Quelques autres dirigeants sont des prédateurs4, l’entreprise qu’ils dirigent s’éloignant de sa mission pour se consacrer à la « production d’argent » et à la « création de valeur pour l’actionnaire » selon un jeu à somme nulle qui utilise diverses techniques « légales » (s’emparer avec un LBO5 d’un patrimoine mal protégé, puis le dévorer ; prélever une taxe sur le flux des affaires comme avec le trading de haute fréquence ; tirer parti des lacunes de la loi pour pratiquer une « optimisation fiscale » ; faire acheter par l’entreprise ses propres actions afin d’accroître la valeur des stock-options, etc.), et aussi des techniques illégales (déverser les déchets dans la nature, corrompre les acheteurs, espionner et copier le savoir-faire des concurrents, débaucher leurs compétences, etc.).

La théorie économique apporte un soutien implicite à la prédation lorsqu’elle cultive un contresens sur la « main invisible » d’Adam Smith, et prétend que la mission d’une entreprise est de « maximiser le profit » alors que cette mission est de produire des choses utiles, le profit n’étant qu’une des conditions nécessaires de la pérennité et de l’autonomie de l’entreprise.

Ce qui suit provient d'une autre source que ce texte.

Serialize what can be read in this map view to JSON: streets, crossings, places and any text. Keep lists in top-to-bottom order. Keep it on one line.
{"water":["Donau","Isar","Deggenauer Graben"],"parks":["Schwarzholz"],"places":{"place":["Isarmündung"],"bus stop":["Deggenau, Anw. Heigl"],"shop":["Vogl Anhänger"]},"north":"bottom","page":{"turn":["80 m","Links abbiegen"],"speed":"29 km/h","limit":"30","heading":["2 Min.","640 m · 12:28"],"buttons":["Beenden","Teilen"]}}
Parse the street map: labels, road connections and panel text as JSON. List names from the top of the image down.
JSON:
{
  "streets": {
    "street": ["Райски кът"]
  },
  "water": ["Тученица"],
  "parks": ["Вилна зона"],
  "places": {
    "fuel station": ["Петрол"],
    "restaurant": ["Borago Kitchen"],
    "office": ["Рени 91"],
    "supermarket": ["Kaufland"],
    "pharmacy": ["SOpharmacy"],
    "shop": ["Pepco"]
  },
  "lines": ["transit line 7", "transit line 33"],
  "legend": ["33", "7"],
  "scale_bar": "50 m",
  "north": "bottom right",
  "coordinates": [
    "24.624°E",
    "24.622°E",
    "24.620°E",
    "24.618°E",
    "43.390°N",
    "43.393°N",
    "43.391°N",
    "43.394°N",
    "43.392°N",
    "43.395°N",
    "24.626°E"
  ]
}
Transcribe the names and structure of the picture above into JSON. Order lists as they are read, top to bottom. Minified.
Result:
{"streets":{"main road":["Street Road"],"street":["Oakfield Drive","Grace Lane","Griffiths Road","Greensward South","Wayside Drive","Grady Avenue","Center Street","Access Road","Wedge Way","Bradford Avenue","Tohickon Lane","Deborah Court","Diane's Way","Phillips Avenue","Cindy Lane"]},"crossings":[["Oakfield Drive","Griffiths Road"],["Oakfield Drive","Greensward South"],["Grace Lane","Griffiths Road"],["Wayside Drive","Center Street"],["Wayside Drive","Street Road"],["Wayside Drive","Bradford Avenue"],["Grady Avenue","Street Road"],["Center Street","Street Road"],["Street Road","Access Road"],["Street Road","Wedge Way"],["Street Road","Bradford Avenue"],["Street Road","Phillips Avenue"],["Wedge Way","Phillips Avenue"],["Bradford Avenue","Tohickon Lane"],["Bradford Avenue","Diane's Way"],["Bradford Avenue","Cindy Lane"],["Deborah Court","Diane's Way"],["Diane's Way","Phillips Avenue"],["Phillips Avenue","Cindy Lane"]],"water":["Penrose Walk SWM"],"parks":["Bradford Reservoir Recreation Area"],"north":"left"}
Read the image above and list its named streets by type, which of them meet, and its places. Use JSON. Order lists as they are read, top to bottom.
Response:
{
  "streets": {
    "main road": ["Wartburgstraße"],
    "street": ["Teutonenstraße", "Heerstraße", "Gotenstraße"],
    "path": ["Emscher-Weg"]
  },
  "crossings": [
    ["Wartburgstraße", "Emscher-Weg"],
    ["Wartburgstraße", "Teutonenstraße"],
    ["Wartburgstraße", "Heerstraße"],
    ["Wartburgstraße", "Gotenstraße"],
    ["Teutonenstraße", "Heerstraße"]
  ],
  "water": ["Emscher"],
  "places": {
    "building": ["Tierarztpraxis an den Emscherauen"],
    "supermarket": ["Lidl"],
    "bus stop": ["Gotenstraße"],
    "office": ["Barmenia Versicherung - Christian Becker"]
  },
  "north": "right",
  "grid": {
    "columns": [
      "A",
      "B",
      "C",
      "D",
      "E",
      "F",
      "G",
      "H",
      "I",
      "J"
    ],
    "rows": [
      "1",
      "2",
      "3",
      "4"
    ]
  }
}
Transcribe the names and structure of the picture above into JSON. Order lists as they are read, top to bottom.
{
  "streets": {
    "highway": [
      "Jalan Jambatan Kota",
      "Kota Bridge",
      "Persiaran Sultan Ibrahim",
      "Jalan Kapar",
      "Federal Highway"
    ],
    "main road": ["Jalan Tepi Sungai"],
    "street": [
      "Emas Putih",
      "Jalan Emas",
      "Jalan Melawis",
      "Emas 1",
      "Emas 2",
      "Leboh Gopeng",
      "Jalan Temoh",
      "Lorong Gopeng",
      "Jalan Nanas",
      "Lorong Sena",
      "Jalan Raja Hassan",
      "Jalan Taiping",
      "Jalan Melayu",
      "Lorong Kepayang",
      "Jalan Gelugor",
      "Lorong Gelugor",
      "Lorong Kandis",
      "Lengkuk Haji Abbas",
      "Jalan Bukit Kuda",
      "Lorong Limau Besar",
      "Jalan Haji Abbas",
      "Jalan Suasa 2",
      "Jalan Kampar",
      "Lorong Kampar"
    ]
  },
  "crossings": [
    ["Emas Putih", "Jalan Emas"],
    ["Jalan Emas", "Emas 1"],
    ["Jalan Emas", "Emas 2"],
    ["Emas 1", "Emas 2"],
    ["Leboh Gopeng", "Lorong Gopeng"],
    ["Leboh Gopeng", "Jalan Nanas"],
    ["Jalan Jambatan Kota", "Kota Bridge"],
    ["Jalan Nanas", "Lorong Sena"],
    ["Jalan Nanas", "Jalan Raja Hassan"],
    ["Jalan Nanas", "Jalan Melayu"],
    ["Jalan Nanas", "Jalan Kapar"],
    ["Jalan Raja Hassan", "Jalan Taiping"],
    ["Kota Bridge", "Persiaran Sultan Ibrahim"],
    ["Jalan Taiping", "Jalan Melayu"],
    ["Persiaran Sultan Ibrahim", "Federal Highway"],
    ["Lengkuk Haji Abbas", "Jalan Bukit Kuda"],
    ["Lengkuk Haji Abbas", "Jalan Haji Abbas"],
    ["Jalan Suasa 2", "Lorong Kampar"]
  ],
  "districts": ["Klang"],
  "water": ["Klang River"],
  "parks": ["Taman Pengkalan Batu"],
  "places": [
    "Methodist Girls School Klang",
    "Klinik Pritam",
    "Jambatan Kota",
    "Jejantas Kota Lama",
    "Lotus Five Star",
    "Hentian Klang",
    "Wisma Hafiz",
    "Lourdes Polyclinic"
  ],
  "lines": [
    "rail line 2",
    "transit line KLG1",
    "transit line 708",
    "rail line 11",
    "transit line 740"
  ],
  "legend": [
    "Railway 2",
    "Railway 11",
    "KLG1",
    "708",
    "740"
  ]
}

On rencontre aussi la pensée raisonnable chez des personnes que nous nommons « animateurs » et qui, tout en respectant l’organisation de l’institution dans laquelle ils travaillent, savent quand il le faut s’émanciper du formalisme de ses procédures pour être mieux fidèles à sa mission.
« Un professeur de l'ESCP a fait une étude sur près de 300 entreprises dans le monde. Il démontre que 9 % des collaborateurs s'arrachent pour faire avancer les choses, 71 % n'en ont rien à faire et 20 % font tout pour empêcher les 9 % précédents d'avancer » (Georges Épinette, Antémémoires d'un dirigeant autodidacte, Cigref-Nuvis, 2016, p. 24).
Les animateurs sont relativement peu nombreux (de l’ordre de 10 % des agents selon l’enquête citée par Georges Épinette) mais leur rôle est essentiel : leur présence, leur activité, donnent son âme à l’entreprise.

Nous avons connu de ces animateurs : François du Castel à France Télécom, Alain Desrosières et Philippe Nasse à l’INSEE et plusieurs autres moins connus. Ces personnes ont en commun des traits psychologiques qui les caractérisent : elles sont indifférentes aux prestiges de la hiérarchie comme au mirage de la carrière ; elles savent surmonter, traverser ou contourner les obstacles ; elles prennent les mises au placard et autres coups du sort avec une indifférence teintée d’humour ; elles ont une débrouillardise inépuisable pour faire circuler les informations utiles, dépanner les collègues, créer une « bonne ambiance », etc.

Cependant peu d’institutions savent reconnaître l’apport des animateurs. La plupart leur préfèrent les « hommes de pouvoir » qui, habiles à faire carrière, savent adhérer à un réseau d’influence, se placer dans le sillage d’un puissant, et ne prendront jamais le risque d’opposer les exigences de la mission au formalisme de la hiérarchie.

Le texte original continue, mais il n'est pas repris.